In response, the health care system is slowly shifting towards incentive-based reimbursement that tethers financial rewards to better health care.
The health care law's value-based purchasing program, for example, takes a small portion of hospitals' reimbursements and puts them in a bonus pool. Hospitals that score high on metrics — how satisfied patients are, for example, and if they get appropriate care — get money out of the bonus pool.
The hospitals that don't perform don't get bonus payments. And the hope is this will lead to improvements in care. That doesn't, however, always happen.
There are lots of ways for incentive programs to go wrong
In the case of the VA, the bonus payments appear to have incentivized fraud rather than excellent care. The Daily Beast has reported hospital administrators across the country received between $10,000 and $15,000 in bonus payments for submitting falsified records of wait times.
"Yes, it is gaming the system a bit," one administrator wrote in an email obtained by the Daily Beast. "But you have to know the rules of the game you are playing, and when we exceed the 14-day measure, the front office gets very upset, which doesn't help us."
Officials could have, of course, reported the wait times and raised a red flag about the challenge. But instead, with financial incentives in play, reports suggest they decided to lie about the wait.
This isn't how other incentive programs go wrong — but there are less nefarious reasons that trying to reward good behavior in health care can create perverse insurance.
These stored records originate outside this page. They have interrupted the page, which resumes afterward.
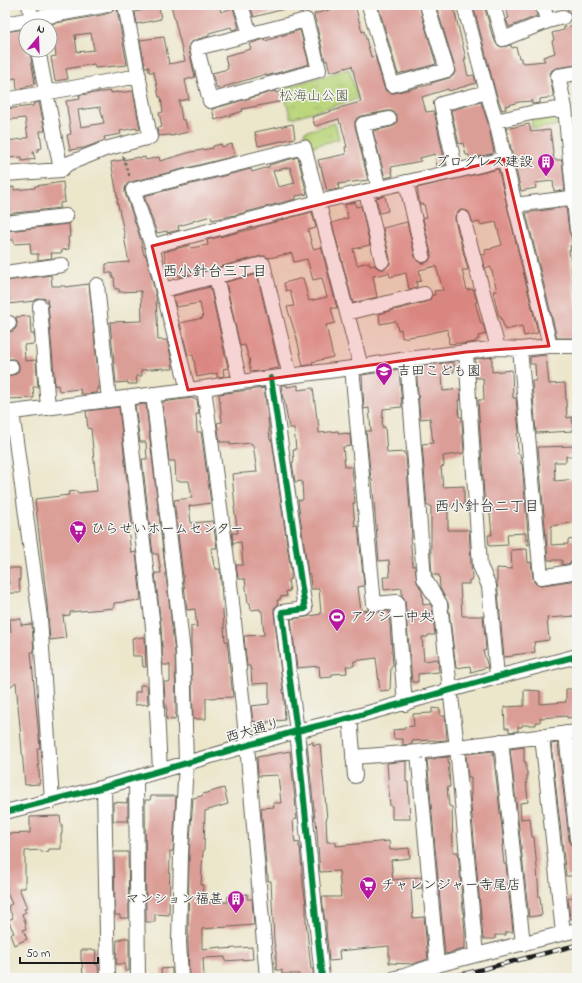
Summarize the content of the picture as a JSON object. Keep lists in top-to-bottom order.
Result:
{
  "streets": {
    "street": ["西大通り"]
  },
  "districts": ["西小針台三丁目", "西小針台二丁目"],
  "parks": ["松海山公園"],
  "places": {
    "building": ["プログレス建設", "マンション福甚"],
    "school or university": ["吉田こども園"],
    "supermarket": ["ひらせいホームセンター", "チャレンジャー寺尾店"],
    "sports": ["アクシー中央"]
  },
  "scale_bar": "50 m",
  "north": "top"
}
"There are potentially some concerns about these measures," Cromwell says. "Some have to do with reporting, and the accuracy. But others are a concern of teaching to the test. If we identify, for example, 10 major areas to reward and penalize, you could see a lot of effort being put into hitting those metrics."
The value-based purchasing program, for example, partially bases bonuses on how satisfied patients are with their care. That seems to make sense: hospitals should care about whether their patients are treated well.
But some research shows that patient satisfaction actually correlates with worse care. The most satisfied patients, one study found, were most likely to die, possibly because they have doctors who prioritize the care patients want over the care they actually need.
"Without additional measures," a team of researchers at University of California—Davis warned in 2002, "an overemphasis on patient satisfaction could have unintended adverse effects on health care utilization, expenditures, and outcomes."
Teaching to the test
Take, for example, one quality measure that hospitals regularly use: whether cardiology patients die within 30 days of their procedure. Hospitals will look at that metric as a way to figure out if their cardiologists are doing a good job, sometimes using it as a way to assign financial bonuses.
The measure, on the face, seems sound: Doctors should be rewarded when their patients don't die. But a new analysis last month showed something bizarre: there was an inexplicable uptick in cardiac patients' deaths one day after the 30-day penalty period had ended.
"At least no one I've talked to has come up with a hypothesis about why you would see that increase," says lead study author Bryan Maxwell, a cardiologist at Johns Hopkins University. "If you have a person whose job it is to do three things, and pay them just for the first thing, naturally they'll focus on doing the first thing really well."
Maxwell says its difficult to come up with great quality metrics that aren't too burdensome to implement. Hospitals could, theoretically, track patients for a longer time and across different facilities to get rid of the weird incentives around hitting the 30-day mark. That would require more resources though on their part.
"It's not benign to say let's just measure five more things," Maxwell says. "Ther'es a balance to be struck between saying we should measure more, and the burden of taking those measurements."